ETP conducts marketing activities in which it markets the natural gas that flows through its assets, referred to as on-system gas. ETP also attracts other customers by marketing volumes of natural gas that do not move through its assets, referred to as off-system gas. For both on-system and off-system gas, ETP purchases natural gas from natural gas producers and other supply points and sell that natural gas to utilities, industrial consumers, other marketers and pipeline companies, thereby generating gross margins based upon the difference between the purchase and resale prices.
ETP injects and holds natural gas in its Bammel storage facility to take advantage of contango markets (i.e., when the price of natural gas is higher in the future than the current spot price. ETP uses financial derivatives to hedge the natural gas held in connection with these arbitrage opportunities.). At the inception of the hedge, ETP will lock in a margin by purchasing gas in the spot market or off peak season and entering into a financial contract to lock in the sale price. If ETP designates the related financial contract as a fair value hedge for accounting purposes, ETP will value the hedged natural gas inventory at current spot market prices along with the financial derivative it uses to hedge it. Changes in the spread between the forward natural gas prices designated as fair value hedges and the physical inventory spot prices result in unrealized gains or losses until the underlying physical gas is withdrawn and the related designated derivatives are settled. Once the gas is withdrawn and the designated derivatives are settled, the previously unrealized gains or losses associated with these positions are realized. Unrealized margins represent the unrealized gains or losses from ETP’s derivative instruments using mark-to-market accounting, with changes in the fair value of its derivatives being recorded directly in earnings. These margins fluctuate based upon changes in the spreads between the physical spot prices and forward natural gas prices. If the spread narrows between the physical and financial prices, ETP will record unrealized gains or lower unrealized losses. If the spread widens, ETP will record unrealized losses or lower unrealized gains. Typically, as ETP enters the winter months, the spread converges so that it recognizes in earnings the original locked-in spread through either mark-to-market adjustments or the physical withdrawal of natural gas.
NGL storage and pipeline transportation revenues are recognized when services are performed or products are delivered, respectively. Fractionation and processing revenues are recognized when product is either loaded into a truck or injected into a third party pipeline, which is when title and risk of loss pass to the customer.

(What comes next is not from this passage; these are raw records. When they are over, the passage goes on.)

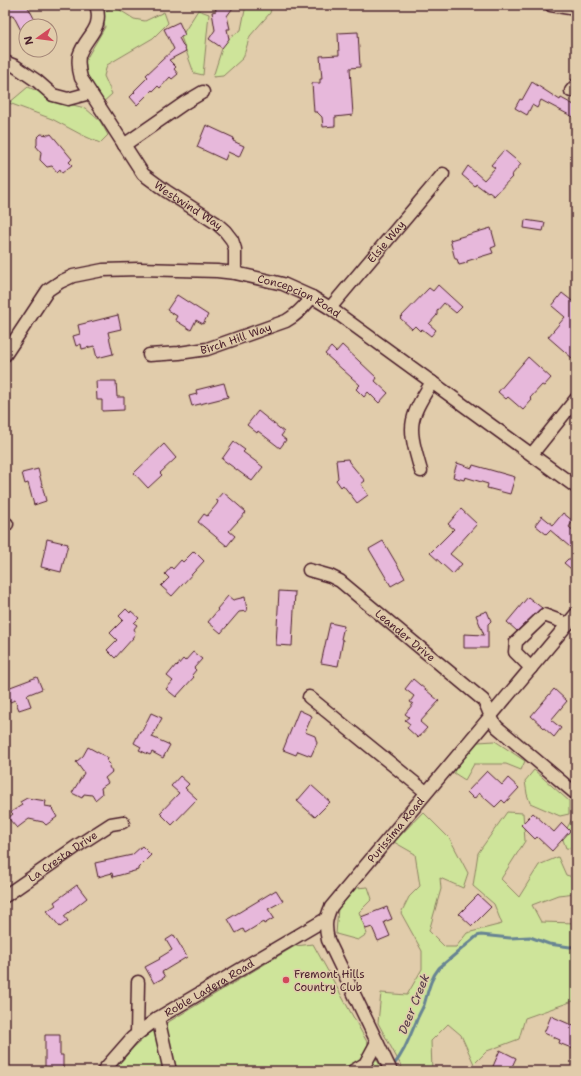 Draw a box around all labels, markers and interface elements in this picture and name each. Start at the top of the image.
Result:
north arrow [18,18,58,58]
text: N [20,34,37,46]
street label: Westwind Way [151,177,226,233]
street label: Elsie Way [364,217,408,266]
street label: Concepcion Road [256,271,344,321]
street label: Birch Hill Way [199,319,274,357]
street label: Leander Drive [372,606,439,665]
street label: Purissima Road [364,794,427,866]
street label: La Cresta Drive [25,827,100,885]
street label: Roble Ladera Road [161,956,257,1020]
place label: Fremont Hills Country Club [294,967,365,995]
water label: Deer Creek [395,971,433,1037]
marker: Fremont Hills Country Club [281,975,291,985] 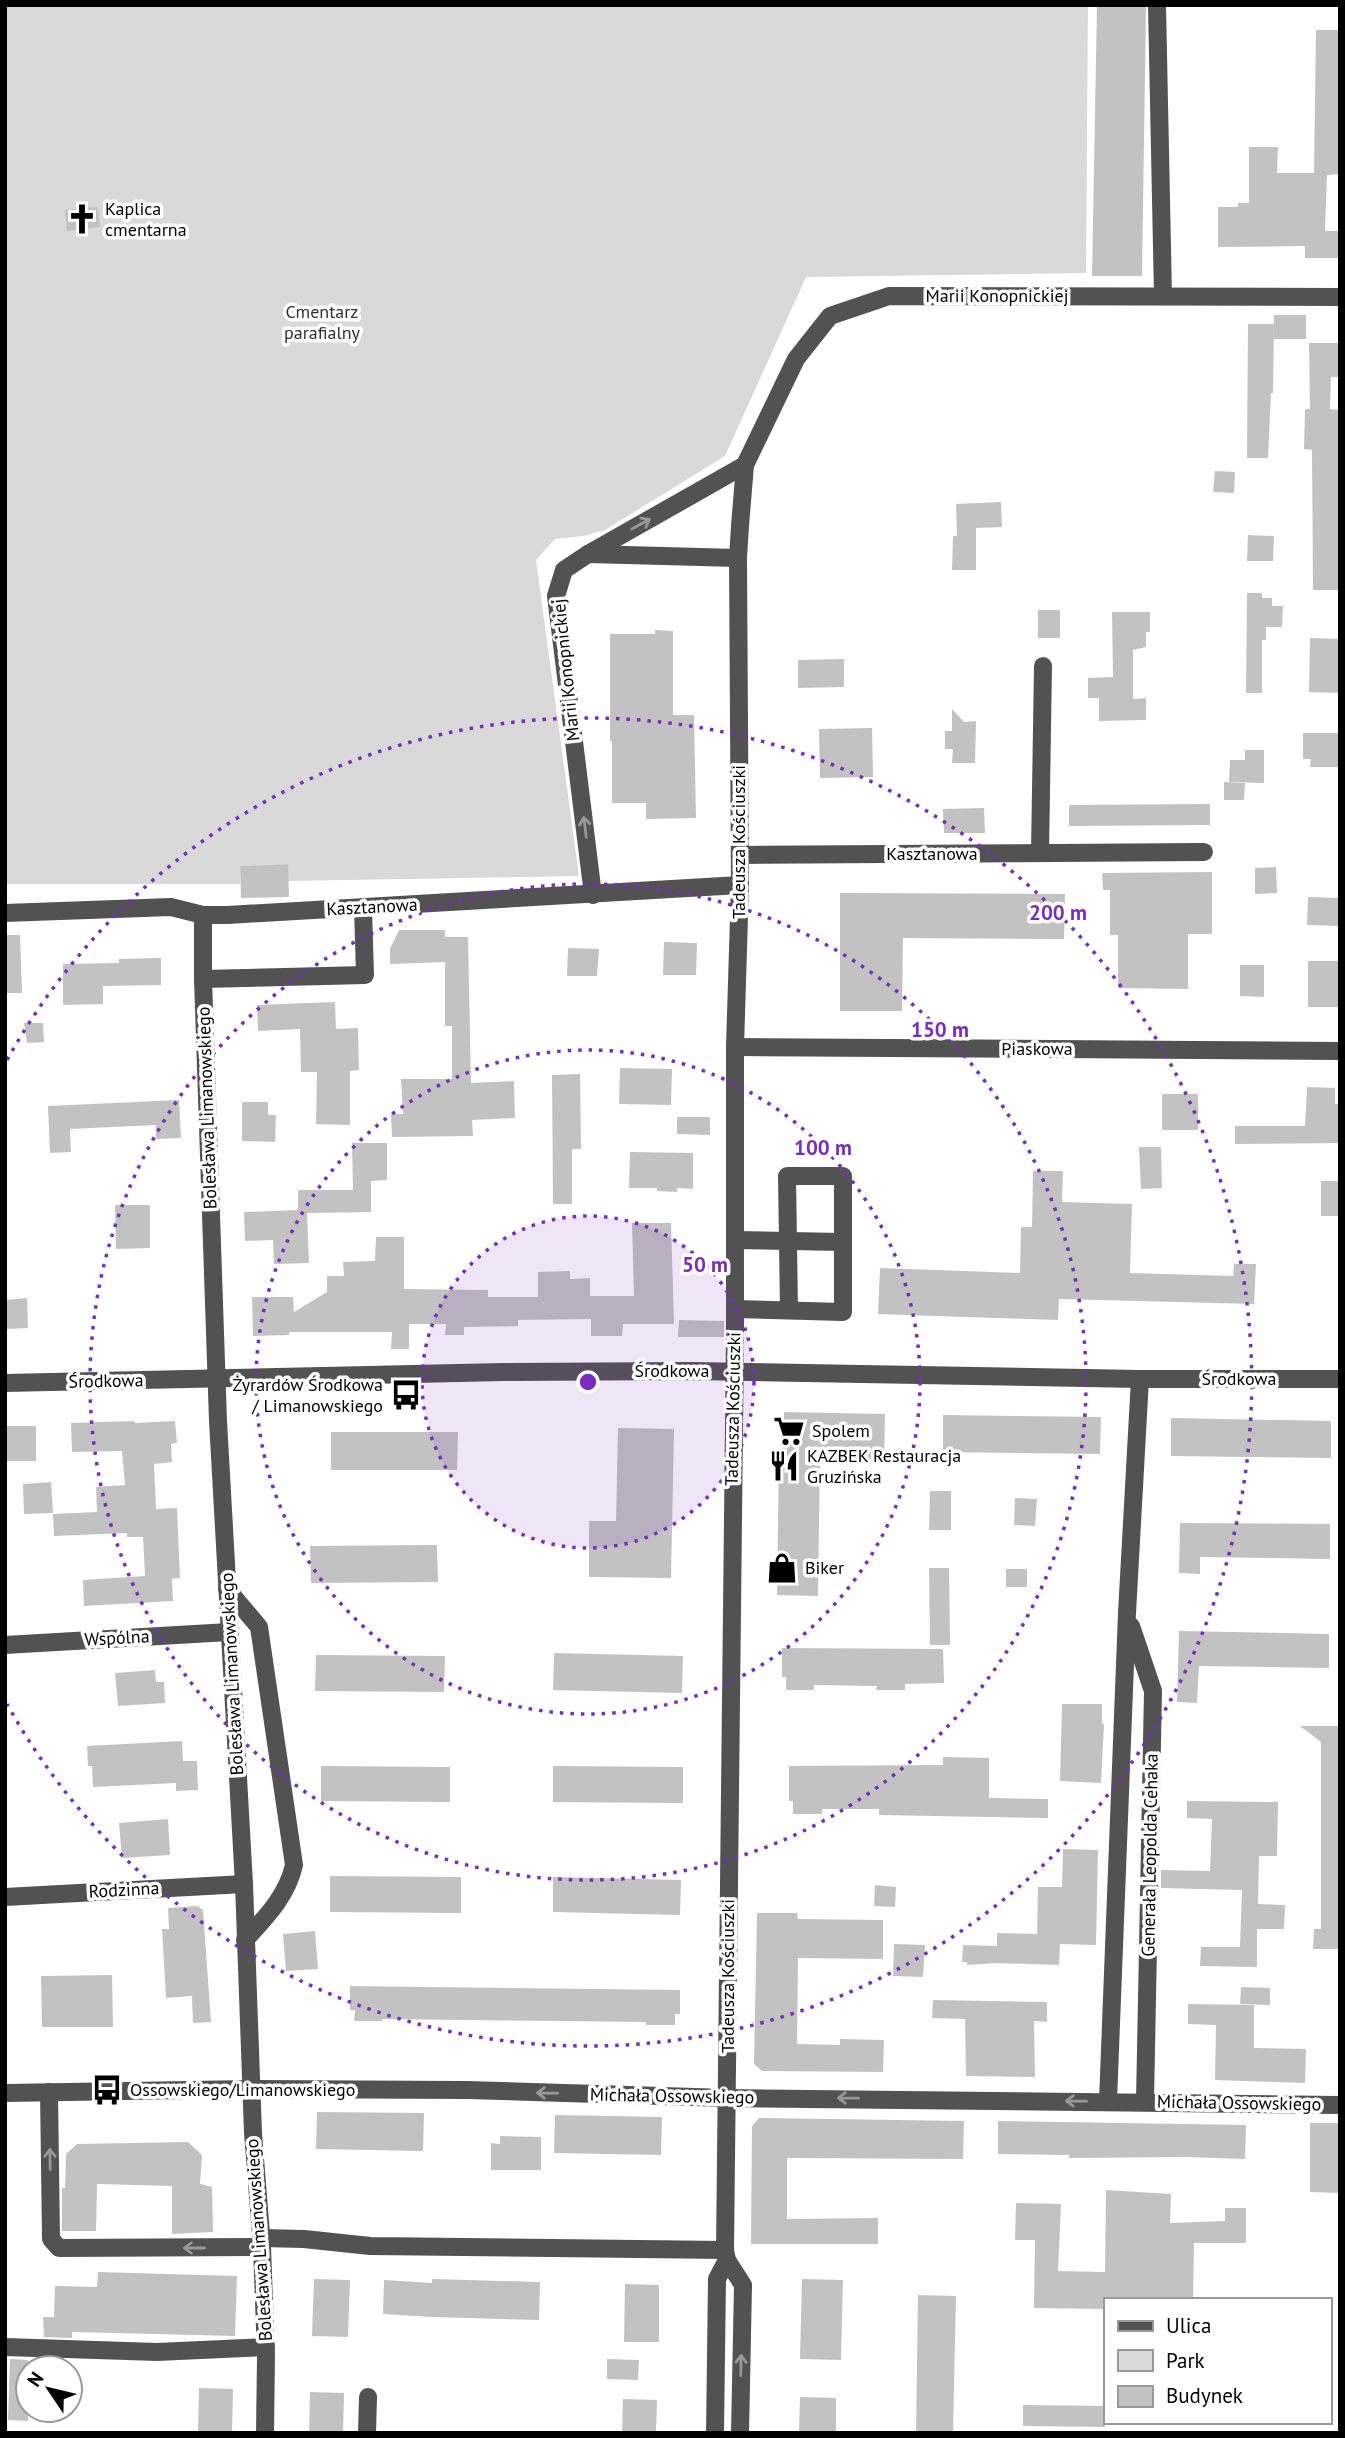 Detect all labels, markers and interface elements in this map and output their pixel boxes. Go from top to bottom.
place label: Kaplica cmentarna [105,197,187,241]
church icon: Kaplica cmentarna [65,202,99,236]
street label: Marii Konopnickiej [926,284,1068,307]
park label: Cmentarz parafialny [284,300,361,344]
one-way arrow [630,517,651,530]
street label: Marii Konopnickiej [547,598,584,742]
street label: Tadeusza Kościuszki [727,765,750,919]
one-way arrow [578,816,591,839]
street label: Kasztanowa [886,842,978,865]
street label: Kasztanowa [326,893,418,920]
text: 200 m [1029,899,1087,926]
street label: Bolesława Limanowskiego [191,1006,222,1210]
text: 150 m [911,1016,969,1043]
street label: Piaskowa [1001,1037,1073,1060]
text: 100 m [794,1134,852,1161]
text: 50 m [682,1251,728,1278]
street label: Tadeusza Kościuszki [720,1332,745,1486]
street label: Środkowa [634,1359,710,1382]
street label: Środkowa [1201,1367,1277,1390]
street label: Środkowa [68,1368,144,1393]
centre of rings [576,1370,600,1394]
place label: Żyrardów Środkowa / Limanowskiego [232,1373,383,1417]
bus stop icon: Żyrardów Środkowa / Limanowskiego [389,1378,423,1412]
supermarket icon: Spolem [772,1414,806,1448]
place label: Spolem [812,1419,870,1442]
place label: KAZBEK Restauracja Gruzińska [807,1444,961,1488]
restaurant icon: KAZBEK Restauracja Gruzińska [767,1449,801,1483]
shop icon: Biker [765,1551,799,1585]
place label: Biker [805,1556,844,1579]
street label: Bolesława Limanowskiego [215,1572,248,1776]
street label: Wspólna [84,1624,150,1651]
street label: Generała Leopolda Cehaka [1136,1753,1163,1957]
street label: Rodzinna [88,1876,160,1903]
street label: Tadeusza Kościuszki [716,1899,739,2053]
bus stop icon: Ossowskiego/Limanowskiego [90,2073,124,2107]
place label: Ossowskiego/Limanowskiego [130,2078,355,2101]
street label: Michała Ossowskiego [590,2083,754,2108]
one-way arrow [536,2086,559,2100]
street label: Michała Ossowskiego [1157,2090,1321,2115]
one-way arrow [837,2092,860,2105]
one-way arrow [1064,2094,1087,2107]
street label: Bolesława Limanowskiego [240,2138,277,2342]
one-way arrow [43,2148,56,2171]
one-way arrow [183,2241,206,2255]
legend [1104,2298,1331,2424]
text: Ulica [1166,2312,1211,2339]
text: Park [1166,2347,1205,2374]
one-way arrow [734,2353,748,2376]
north arrow [14,2354,84,2424]
text: N [22,2367,48,2391]
text: Budynek [1166,2382,1243,2409]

Regency earns revenue from (i) domestic sales of natural gas, NGLs and condensate, (ii) natural gas gathering, processing and transportation, (iii) contract compression services and (iv) contract treating services. Revenue associated with sales of natural gas, NGLs and condensate are recognized when title passes to the customer, which is when the risk of ownership passes to the purchaser and physical delivery occurs. Revenue associated with transportation and processing fees are recognized when the service is provided. For contract compression services, revenue is recognized when the service is performed. For gathering and processing services, Regency receives either fees or commodities from natural gas producers depending on the type of contract. Commodities received are in turn sold and recognized as revenue in accordance with the criteria outlined above. Under the percent-of-proceeds contract type, Regency is paid for its services by keeping a percentage of the NGLs produced and a percentage of the residue gas resulting from processing the natural gas. Under the percentage-of-index contract type, Regency earns revenue by purchasing wellhead natural gas at a percentage of the index price and selling processed natural gas at a price approximating the index price and NGLs to third parties. Regency generally reports revenue gross when it acts as the principal, takes title to the product, and incurs the risks and rewards of ownership. Revenue for fee-based arrangements is presented net because Regency takes the role of an agent for the producers. Allowance for doubtful accounts is determined based on historical write-off experience and specific identification.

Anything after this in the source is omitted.